La danse, le concours de plusieurs personnes, & la représentation d'une action par les gestes, les pas, & les mouvemens du corps, sont donc ce qui constitue le ballet. Il est une espece de poësie muette qui parle, selon l'expression de Plutarque; parce que sans rien dire, elle s'exprime par les gestes, les mouvemens & les pas. Clausis faucibus, dit Sidoine Apollinaire, & loquente gestu, nutu, crure, genu, manu, rotatu, toto in schemate, vel semel latebit. Sans danse il ne peut point exister de ballet: mais sans ballet il peut y avoir des danses. Voyez Danse.

Le ballet est un amusement très - ancien. Son origine se perd dans l'antiquité la plus reculée. On dansa dans les commencemens pour exprimer la joie; & ces mouvemens réglés du corps, firent imaginer bientôt après un divertissement plus complique. Les Egyptiens firent les premiers de leurs danses des hiéroglyphes d'action, comme ils en avoient de figurés en peinture, pour exprimer tous les mysteres de leur culte. Sur une musique de caractere, ils composerent des danses sublimes, qui exprimoient & qui peignoient le mouvement reglé des astres, l'ordre immuable, & l'harmonie constante de l'univers.

Les Grecs dans leurs tragédies introduisirent des danses, & suivirent les notions des Egyptiens.

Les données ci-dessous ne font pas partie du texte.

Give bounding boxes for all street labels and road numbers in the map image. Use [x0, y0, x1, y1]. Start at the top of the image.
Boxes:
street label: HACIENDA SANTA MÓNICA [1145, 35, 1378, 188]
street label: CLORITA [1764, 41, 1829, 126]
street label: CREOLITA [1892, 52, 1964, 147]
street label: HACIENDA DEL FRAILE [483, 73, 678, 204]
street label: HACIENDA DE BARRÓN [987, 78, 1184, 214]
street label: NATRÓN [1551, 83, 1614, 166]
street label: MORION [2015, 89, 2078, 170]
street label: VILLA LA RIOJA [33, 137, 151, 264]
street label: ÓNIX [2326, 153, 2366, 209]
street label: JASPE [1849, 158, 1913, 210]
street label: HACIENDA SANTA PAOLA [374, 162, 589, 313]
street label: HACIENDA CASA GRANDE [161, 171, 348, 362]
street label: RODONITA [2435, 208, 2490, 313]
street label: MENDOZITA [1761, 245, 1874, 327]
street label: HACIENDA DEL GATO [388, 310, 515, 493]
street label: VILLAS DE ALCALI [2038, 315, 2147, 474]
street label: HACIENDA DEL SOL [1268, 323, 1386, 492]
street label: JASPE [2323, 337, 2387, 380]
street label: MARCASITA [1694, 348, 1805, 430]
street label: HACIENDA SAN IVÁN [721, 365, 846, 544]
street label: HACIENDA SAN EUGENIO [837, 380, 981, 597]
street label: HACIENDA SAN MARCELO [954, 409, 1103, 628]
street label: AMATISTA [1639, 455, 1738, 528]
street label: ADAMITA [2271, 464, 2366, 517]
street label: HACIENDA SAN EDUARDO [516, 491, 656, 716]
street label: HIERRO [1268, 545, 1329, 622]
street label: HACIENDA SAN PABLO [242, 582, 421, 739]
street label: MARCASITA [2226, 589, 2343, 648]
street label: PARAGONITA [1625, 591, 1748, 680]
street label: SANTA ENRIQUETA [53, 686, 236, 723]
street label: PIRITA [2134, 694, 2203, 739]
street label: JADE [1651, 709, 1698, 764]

Les choeurs qui servoient d'intermedes, dansoient d'abord on rond de droite à gauche, & exprimoient ainsi les mouvemens du ciel qui se font du levant au couchant. Ils appelloient cette danse strophes ou tours.

Ils se tournoient ensuite de gauche à droite pour représenter le cours des planetes, & ils nommoient ces mouvemens antistrophes ou retours; après ces deux danses, ils s'arrêtoient pour chanter: ils nommoient ces chants épodes. Par - là ils représentoient l'immobilité de la terre qu'ils croyoient fixe. Voyez Choeur.

Thésée changea ce premier objet de la danse des Grecs; leurs choeurs ne furent plus que l'image des évolutions & des détours du fameux labyriuthe de Crete. Cette danse inventée & exécutée par le vainqueur du Minotaure & la jeunesse de Delos, étoit composée de strophes & d'antistrophes, comme la premiere, & on la nomma la danse de la grue, parce qu'on s'y suivoit à la file, en faisant les diverses évolutions dont elle étoit composée, comme font les grues lorsqu'elles volent en troupe. Voyez Grue.

Les ballets furent constamment attachés aux tragédies & aux comédies des Grecs; Athenée les appelle danses philosophiques; parce que tout y étoit réglé, & qu'elles étoient des allegories ingénieuses, & des représentations d'actions, ou des choses naturelles qui renfermoient un sens moral.

Le mot ballet vient de ce qu'originairement on dansoit en joüant à la paume. Les anciens, attentifs à tout ce qui pouvoit former le corps, le rendre agile ou robuste, & donner des graces à ses mouvemens, avoient uni ces deux exercices; ensorte que le mot ballet est venu de celui de balle: on en a fait bal, ballet, ballade, & baladin; le ballar & ballo des Italiens, & le bailar des Espagnols, comme les Latins en avoient fait ceux de ballare, & de ballator, &c.

Deux célebres danseurs furent en Grece les inventeurs véritables des ballets, & les unirent à la tragédie & à la comédie.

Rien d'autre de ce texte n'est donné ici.